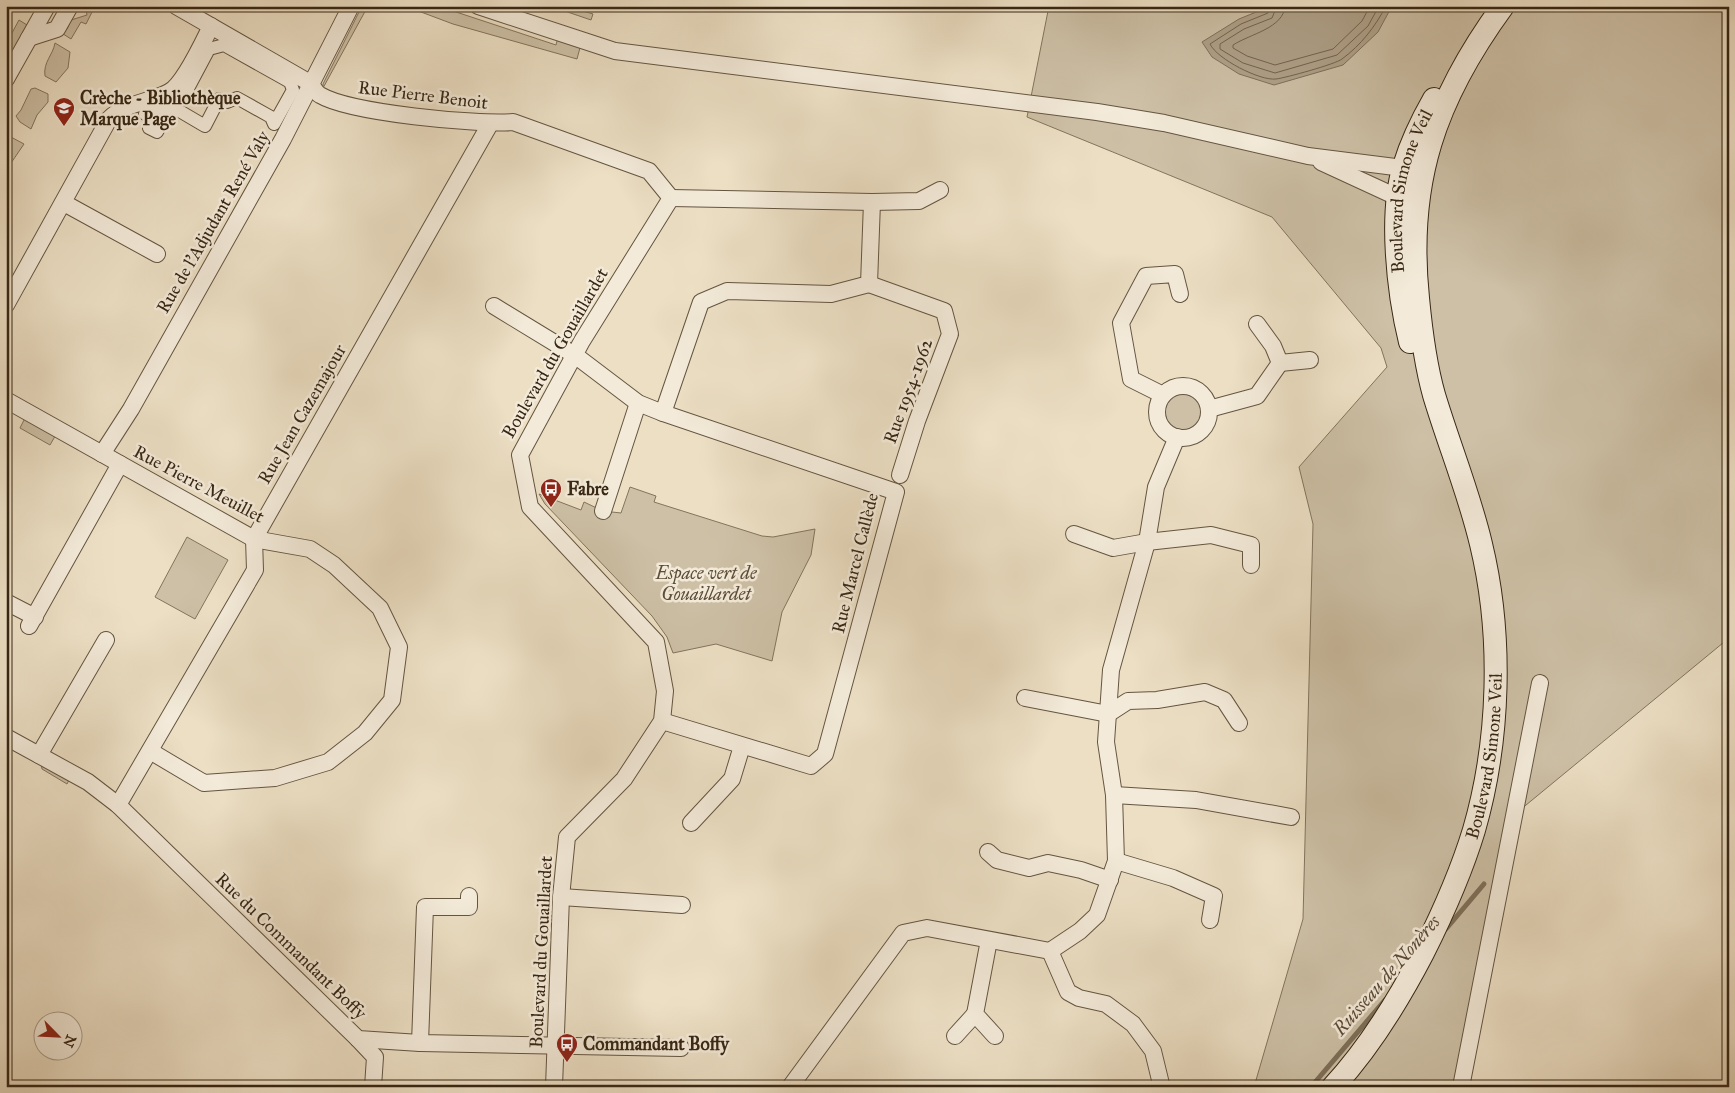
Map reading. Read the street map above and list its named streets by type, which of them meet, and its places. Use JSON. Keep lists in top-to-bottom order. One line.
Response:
{"streets":{"main road":["Boulevard Simone Veil"],"street":["Rue Pierre Benoit","Rue de l'Adjudant René Valy","Boulevard du Gouaillardet","Rue 1954-1962","Rue Jean Cazemajour","Rue Pierre Meuillet","Rue Marcel Callède","Rue du Commandant Boffy"]},"crossings":[["Rue Pierre Benoit","Rue de l'Adjudant René Valy"],["Rue Pierre Benoit","Boulevard du Gouaillardet"],["Rue Pierre Benoit","Rue Jean Cazemajour"],["Rue de l'Adjudant René Valy","Rue Pierre Meuillet"],["Boulevard du Gouaillardet","Rue Marcel Callède"],["Boulevard du Gouaillardet","Rue du Commandant Boffy"],["Rue Jean Cazemajour","Rue Pierre Meuillet"]],"water":["Ruisseau de Nonères"],"parks":["Espace vert de Gouaillardet"],"places":{"school or university":["Crèche - Bibliothèque Marque Page"],"bus stop":["Fabre","Commandant Boffy"]},"north":"bottom right"}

____________________

=== TASK PROMPT ===
A verbatim copy of the data, free of pictures, is the expected answer.

=== ANSWER FOR THE TASK ===
Map reading. Read the street map above and list its named streets by type, which of them meet, and its places. Use JSON. Keep lists in top-to-bottom order. One line.
Response:
{"streets":{"main road":["Boulevard Simone Veil"],"street":["Rue Pierre Benoit","Rue de l'Adjudant René Valy","Boulevard du Gouaillardet","Rue 1954-1962","Rue Jean Cazemajour","Rue Pierre Meuillet","Rue Marcel Callède","Rue du Commandant Boffy"]},"crossings":[["Rue Pierre Benoit","Rue de l'Adjudant René Valy"],["Rue Pierre Benoit","Boulevard du Gouaillardet"],["Rue Pierre Benoit","Rue Jean Cazemajour"],["Rue de l'Adjudant René Valy","Rue Pierre Meuillet"],["Boulevard du Gouaillardet","Rue Marcel Callède"],["Boulevard du Gouaillardet","Rue du Commandant Boffy"],["Rue Jean Cazemajour","Rue Pierre Meuillet"]],"water":["Ruisseau de Nonères"],"parks":["Espace vert de Gouaillardet"],"places":{"school or university":["Crèche - Bibliothèque Marque Page"],"bus stop":["Fabre","Commandant Boffy"]},"north":"bottom right"}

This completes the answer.